SOURCE MATERIAL:
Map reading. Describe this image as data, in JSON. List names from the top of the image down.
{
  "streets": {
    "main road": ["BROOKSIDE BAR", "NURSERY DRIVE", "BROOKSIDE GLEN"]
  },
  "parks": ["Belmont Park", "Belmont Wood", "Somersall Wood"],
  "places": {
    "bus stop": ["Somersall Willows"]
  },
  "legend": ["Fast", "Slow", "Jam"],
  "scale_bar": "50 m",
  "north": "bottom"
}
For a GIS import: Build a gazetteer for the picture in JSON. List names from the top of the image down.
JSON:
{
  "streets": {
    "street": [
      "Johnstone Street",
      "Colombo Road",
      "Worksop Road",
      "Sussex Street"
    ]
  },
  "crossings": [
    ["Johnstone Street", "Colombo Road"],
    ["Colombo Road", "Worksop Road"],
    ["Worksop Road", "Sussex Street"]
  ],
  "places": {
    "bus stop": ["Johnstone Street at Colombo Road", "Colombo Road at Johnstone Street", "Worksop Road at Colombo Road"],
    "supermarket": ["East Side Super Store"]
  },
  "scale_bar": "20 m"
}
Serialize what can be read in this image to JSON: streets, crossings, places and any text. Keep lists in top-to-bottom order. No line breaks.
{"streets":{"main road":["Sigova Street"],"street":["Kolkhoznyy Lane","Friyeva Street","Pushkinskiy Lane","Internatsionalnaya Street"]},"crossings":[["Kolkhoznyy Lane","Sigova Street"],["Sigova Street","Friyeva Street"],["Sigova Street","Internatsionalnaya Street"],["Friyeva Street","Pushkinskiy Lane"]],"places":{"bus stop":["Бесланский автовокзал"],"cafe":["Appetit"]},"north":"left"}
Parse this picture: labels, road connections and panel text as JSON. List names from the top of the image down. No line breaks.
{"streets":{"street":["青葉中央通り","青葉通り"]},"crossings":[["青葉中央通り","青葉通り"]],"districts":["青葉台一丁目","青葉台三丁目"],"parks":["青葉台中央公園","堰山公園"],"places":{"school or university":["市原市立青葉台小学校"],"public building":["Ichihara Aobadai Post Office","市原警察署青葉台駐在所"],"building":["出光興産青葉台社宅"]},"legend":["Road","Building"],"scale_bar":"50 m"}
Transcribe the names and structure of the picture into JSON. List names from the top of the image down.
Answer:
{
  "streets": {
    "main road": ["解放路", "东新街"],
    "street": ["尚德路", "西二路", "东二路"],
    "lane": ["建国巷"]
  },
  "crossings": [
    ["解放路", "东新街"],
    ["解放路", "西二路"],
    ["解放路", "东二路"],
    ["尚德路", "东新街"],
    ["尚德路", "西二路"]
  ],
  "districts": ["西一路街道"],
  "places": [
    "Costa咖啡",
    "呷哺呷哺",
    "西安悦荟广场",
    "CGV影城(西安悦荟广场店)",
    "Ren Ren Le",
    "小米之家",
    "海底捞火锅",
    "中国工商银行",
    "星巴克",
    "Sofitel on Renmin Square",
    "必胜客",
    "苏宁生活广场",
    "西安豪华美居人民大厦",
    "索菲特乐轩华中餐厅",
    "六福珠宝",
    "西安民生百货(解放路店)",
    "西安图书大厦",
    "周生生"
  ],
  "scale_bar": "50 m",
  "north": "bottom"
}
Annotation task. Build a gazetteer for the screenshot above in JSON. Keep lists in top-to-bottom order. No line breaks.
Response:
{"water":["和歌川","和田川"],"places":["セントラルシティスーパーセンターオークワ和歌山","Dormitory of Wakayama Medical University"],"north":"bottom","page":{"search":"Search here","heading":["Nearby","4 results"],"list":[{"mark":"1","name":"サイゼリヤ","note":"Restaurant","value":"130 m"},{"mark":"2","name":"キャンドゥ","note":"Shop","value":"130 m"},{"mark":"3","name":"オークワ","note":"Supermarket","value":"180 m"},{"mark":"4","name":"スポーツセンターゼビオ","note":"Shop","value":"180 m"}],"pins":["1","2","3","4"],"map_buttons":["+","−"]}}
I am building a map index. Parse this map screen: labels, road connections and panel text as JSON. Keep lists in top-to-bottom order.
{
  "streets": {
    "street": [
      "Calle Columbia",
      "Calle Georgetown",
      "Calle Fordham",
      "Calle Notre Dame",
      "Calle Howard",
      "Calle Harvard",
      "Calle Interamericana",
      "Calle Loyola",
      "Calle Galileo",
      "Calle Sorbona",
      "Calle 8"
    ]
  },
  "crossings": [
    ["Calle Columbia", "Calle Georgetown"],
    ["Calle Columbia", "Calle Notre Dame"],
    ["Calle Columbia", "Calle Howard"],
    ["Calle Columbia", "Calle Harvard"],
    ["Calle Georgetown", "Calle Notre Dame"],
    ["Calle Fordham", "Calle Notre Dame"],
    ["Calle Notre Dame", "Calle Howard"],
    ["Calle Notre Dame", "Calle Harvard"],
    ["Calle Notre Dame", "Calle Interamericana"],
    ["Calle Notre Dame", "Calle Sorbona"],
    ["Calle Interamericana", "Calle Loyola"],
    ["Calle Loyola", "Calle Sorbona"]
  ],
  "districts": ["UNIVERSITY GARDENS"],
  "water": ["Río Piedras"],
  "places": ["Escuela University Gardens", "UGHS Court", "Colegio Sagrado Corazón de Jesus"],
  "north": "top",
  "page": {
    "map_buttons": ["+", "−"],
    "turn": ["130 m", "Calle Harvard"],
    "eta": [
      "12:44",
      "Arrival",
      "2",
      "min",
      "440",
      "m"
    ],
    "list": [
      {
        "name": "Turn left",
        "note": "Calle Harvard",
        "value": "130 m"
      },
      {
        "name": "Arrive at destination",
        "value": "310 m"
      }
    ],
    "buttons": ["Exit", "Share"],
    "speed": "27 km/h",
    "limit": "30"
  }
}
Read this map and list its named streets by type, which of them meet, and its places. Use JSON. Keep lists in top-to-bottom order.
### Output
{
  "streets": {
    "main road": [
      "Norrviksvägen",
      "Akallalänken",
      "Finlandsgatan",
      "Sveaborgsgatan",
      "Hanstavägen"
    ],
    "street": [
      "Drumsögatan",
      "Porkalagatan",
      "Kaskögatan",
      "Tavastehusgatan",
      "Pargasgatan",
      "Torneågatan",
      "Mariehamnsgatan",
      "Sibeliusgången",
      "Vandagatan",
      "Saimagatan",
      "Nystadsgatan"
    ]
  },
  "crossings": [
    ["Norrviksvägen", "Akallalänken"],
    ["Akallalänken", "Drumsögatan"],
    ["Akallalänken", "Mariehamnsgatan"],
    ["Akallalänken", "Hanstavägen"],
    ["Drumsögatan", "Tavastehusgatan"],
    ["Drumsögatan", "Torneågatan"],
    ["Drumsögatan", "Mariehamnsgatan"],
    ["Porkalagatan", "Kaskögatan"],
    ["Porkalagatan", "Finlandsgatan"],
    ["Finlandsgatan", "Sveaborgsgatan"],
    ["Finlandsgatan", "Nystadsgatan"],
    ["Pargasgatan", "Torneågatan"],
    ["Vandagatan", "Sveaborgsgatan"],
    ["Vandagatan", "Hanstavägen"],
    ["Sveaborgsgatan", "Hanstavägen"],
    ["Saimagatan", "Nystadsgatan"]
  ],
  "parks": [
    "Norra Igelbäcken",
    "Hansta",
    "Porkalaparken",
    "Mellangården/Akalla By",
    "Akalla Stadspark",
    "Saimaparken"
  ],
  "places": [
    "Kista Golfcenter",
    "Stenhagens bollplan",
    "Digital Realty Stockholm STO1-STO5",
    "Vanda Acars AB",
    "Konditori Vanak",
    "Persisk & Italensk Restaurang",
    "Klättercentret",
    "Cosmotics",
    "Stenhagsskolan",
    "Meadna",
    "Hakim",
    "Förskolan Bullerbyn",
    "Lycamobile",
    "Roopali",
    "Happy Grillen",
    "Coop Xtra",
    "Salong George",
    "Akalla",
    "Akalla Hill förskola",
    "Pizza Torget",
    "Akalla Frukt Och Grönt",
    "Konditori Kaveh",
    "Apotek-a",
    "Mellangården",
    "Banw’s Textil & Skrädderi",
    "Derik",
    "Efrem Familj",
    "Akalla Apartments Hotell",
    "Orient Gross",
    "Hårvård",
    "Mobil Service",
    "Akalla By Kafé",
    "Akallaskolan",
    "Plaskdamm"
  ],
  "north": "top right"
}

ABOUT THIS TASK: Within the entries above, find the string "names" and return each line that holds it.

EXERCISE RESULT:
Map reading. Describe this image as data, in JSON. List names from the top of the image down.
For a GIS import: Build a gazetteer for the picture in JSON. List names from the top of the image down.
Parse this picture: labels, road connections and panel text as JSON. List names from the top of the image down. No line breaks.
Transcribe the names and structure of the picture into JSON. List names from the top of the image down.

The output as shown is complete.